My Dad was brought up to believe, that what gave pleasure, was a sin.
There was’nt too much fear of that, with the plight that he was in.
He left school to earn his keep, at only nine years old.
He worked in fields, with deep cracked hands, ill clad in rain and cold.
Then he learned his trade as blacksmith, in a Rhondda Valley mine.
He met my Mum, and it looked as if, the future would be fine.
They married, and the sun broke through, the mist of poverty.
But soon the clouds of war made sure, no blissful life there'd be.
Dad served his country on the Somme, with a stretcher not a gun.
He helped the surgeons treat the wounds, that German shells had done.
Without the help of gas or drugs, to alleviate the pain,
Knowing they might either die, or never walk again.
Yesterday I found a paper, I'd never seen before.
Which states he served with honour, until disabled in the war.
He came home to his wife and son, then four years of age.
And went back to the colliery, to earn a meagre wage.
Within twelve months, another son, arrived upon the scene.
The outlook seemed quite pleasant, as it before the war had been.

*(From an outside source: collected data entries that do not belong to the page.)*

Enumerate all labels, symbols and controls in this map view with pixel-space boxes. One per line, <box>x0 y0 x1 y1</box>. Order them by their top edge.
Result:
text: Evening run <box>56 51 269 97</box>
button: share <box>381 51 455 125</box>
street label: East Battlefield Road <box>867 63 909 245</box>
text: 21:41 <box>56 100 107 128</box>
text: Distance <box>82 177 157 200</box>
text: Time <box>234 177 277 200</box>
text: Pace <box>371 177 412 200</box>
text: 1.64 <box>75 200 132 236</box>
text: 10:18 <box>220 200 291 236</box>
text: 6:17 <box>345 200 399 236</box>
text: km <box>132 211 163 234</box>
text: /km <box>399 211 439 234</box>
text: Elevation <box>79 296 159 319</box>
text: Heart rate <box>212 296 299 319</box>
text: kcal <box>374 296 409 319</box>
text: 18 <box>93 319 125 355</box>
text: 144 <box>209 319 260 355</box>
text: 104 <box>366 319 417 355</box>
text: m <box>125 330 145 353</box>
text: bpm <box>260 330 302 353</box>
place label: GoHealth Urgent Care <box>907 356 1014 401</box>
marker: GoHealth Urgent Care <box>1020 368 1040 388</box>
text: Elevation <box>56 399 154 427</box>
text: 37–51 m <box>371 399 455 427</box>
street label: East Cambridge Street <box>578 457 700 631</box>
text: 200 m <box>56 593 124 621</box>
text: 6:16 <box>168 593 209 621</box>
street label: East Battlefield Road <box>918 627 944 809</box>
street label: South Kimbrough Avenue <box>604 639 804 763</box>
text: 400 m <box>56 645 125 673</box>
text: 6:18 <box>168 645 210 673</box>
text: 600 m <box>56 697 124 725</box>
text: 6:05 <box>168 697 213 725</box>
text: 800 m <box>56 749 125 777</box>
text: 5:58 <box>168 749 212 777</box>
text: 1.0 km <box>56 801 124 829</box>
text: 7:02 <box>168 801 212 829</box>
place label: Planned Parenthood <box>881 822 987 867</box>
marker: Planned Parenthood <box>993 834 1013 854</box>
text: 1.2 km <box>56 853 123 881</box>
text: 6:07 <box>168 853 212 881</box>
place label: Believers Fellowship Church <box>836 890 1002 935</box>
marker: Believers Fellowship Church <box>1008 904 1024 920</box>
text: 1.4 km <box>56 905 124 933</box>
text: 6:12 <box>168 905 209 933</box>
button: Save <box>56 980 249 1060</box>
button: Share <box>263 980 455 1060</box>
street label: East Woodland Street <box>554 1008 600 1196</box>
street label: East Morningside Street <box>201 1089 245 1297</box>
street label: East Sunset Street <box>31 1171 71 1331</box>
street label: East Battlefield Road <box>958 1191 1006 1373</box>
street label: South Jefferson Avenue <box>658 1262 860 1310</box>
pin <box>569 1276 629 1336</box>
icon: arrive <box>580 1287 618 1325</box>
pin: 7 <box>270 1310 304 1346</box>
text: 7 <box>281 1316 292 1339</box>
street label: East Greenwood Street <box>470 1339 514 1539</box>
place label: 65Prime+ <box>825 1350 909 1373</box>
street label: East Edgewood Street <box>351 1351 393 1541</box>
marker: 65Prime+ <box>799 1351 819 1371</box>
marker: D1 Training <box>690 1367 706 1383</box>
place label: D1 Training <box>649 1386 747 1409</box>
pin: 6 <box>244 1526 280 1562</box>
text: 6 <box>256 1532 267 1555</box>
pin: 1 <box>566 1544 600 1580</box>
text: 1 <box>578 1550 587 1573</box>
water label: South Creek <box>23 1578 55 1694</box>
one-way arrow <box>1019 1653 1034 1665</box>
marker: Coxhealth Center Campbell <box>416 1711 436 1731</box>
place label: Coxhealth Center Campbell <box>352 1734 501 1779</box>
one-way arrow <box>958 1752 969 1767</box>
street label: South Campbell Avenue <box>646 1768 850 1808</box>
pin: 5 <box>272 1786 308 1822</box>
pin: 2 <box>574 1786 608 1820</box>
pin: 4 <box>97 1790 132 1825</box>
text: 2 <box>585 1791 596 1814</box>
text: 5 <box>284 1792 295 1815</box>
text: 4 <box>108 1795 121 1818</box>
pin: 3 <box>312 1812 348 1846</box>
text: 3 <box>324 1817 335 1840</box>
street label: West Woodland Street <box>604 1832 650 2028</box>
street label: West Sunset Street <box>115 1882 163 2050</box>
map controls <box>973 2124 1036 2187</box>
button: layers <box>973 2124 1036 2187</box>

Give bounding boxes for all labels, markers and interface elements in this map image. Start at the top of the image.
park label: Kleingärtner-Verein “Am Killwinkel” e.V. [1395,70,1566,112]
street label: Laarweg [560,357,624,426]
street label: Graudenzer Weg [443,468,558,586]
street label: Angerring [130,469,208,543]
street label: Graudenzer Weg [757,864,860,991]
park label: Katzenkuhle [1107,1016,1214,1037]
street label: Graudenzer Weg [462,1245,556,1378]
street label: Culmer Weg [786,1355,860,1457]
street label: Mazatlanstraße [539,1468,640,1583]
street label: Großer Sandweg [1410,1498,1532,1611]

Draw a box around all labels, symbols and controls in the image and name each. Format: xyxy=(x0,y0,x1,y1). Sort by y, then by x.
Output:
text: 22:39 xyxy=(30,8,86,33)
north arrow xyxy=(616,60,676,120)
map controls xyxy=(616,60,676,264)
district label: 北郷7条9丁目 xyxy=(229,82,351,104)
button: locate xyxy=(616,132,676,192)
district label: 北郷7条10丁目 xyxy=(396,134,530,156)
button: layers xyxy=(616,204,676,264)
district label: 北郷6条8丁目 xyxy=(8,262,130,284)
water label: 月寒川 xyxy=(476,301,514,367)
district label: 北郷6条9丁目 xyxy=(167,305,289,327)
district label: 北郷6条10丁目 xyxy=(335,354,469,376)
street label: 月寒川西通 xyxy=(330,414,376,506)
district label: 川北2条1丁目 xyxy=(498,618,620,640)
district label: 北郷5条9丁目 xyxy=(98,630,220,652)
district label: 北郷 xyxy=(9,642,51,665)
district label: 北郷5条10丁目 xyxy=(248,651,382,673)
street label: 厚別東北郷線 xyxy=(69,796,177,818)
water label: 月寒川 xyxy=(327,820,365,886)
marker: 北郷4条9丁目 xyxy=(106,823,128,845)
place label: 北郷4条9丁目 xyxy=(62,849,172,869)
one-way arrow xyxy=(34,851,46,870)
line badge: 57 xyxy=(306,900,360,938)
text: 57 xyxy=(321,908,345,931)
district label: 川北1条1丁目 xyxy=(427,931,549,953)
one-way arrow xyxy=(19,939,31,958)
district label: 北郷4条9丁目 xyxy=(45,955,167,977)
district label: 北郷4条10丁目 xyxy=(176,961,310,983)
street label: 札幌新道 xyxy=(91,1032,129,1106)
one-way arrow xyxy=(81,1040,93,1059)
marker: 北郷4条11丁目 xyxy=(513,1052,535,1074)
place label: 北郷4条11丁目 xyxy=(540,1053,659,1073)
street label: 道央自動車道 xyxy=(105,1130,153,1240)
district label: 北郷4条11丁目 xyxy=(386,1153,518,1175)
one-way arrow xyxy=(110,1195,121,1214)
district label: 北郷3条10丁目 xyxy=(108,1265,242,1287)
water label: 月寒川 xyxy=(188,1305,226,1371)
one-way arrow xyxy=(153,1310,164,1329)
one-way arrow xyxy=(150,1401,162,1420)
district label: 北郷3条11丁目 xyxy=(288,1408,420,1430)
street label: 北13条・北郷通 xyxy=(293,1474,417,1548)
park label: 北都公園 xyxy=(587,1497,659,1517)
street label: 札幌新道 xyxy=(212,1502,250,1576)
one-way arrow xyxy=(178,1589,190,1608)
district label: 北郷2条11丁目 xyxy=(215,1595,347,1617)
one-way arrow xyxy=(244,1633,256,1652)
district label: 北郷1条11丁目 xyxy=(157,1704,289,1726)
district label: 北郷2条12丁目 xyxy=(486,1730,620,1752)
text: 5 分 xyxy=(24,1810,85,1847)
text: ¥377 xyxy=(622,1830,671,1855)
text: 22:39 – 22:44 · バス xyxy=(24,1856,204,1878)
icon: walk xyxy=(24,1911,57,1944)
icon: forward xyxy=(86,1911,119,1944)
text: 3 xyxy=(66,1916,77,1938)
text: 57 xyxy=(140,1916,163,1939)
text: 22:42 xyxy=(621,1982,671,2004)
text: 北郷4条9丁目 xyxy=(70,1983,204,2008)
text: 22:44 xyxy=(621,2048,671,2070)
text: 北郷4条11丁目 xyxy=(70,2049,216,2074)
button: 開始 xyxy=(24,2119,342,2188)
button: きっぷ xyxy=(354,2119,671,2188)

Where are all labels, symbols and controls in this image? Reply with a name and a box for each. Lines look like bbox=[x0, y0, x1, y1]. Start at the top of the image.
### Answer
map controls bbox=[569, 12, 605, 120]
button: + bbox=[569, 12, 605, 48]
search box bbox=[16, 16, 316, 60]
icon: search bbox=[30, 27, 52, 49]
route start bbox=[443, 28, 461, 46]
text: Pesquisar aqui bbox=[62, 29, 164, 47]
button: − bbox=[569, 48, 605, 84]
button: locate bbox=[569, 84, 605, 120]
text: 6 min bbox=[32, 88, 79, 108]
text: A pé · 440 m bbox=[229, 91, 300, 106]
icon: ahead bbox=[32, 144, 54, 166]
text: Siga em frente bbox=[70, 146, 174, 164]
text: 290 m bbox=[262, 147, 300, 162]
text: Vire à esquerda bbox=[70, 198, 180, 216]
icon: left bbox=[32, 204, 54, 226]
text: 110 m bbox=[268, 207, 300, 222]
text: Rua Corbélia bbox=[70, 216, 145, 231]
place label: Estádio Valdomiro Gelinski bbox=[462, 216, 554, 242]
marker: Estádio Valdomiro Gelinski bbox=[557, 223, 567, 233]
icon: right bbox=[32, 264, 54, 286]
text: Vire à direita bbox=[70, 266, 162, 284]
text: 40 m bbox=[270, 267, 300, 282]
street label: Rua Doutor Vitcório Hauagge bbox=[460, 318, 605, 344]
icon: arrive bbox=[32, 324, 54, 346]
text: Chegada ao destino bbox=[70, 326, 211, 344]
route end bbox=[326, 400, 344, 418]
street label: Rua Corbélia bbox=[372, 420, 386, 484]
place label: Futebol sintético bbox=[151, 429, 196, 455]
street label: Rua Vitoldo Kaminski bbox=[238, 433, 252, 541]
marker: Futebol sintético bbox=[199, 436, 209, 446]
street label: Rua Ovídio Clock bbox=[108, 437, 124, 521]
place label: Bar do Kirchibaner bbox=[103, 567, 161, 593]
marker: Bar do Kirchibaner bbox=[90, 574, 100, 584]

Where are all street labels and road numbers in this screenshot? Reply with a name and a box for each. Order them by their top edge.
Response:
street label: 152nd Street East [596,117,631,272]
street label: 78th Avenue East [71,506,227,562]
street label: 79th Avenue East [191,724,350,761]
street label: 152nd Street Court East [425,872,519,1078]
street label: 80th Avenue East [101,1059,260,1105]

Then after nineteen twenty three, the year that I was born,
With trade disputes, and constant strikes, their hopes became forlorn.
In despair, and desperation, to find security,
We moved from Wales and mountains, to Harwich and the sea.
Dad spent long months in hospital, throughout the next few years.
With hardship and the Second War, there was ample cause for tears.
In fact with the return of war, my fathers health improved.
In spite of being rationed, they could afford to buy more food.
They were more settled, and well nourished, than they had been for years.
They lost their all, in East Coast floods, without a show of tears.
They'd learned to cope with life, whatever pain it gave.
Though they were never wealthy, they proved that they were brave.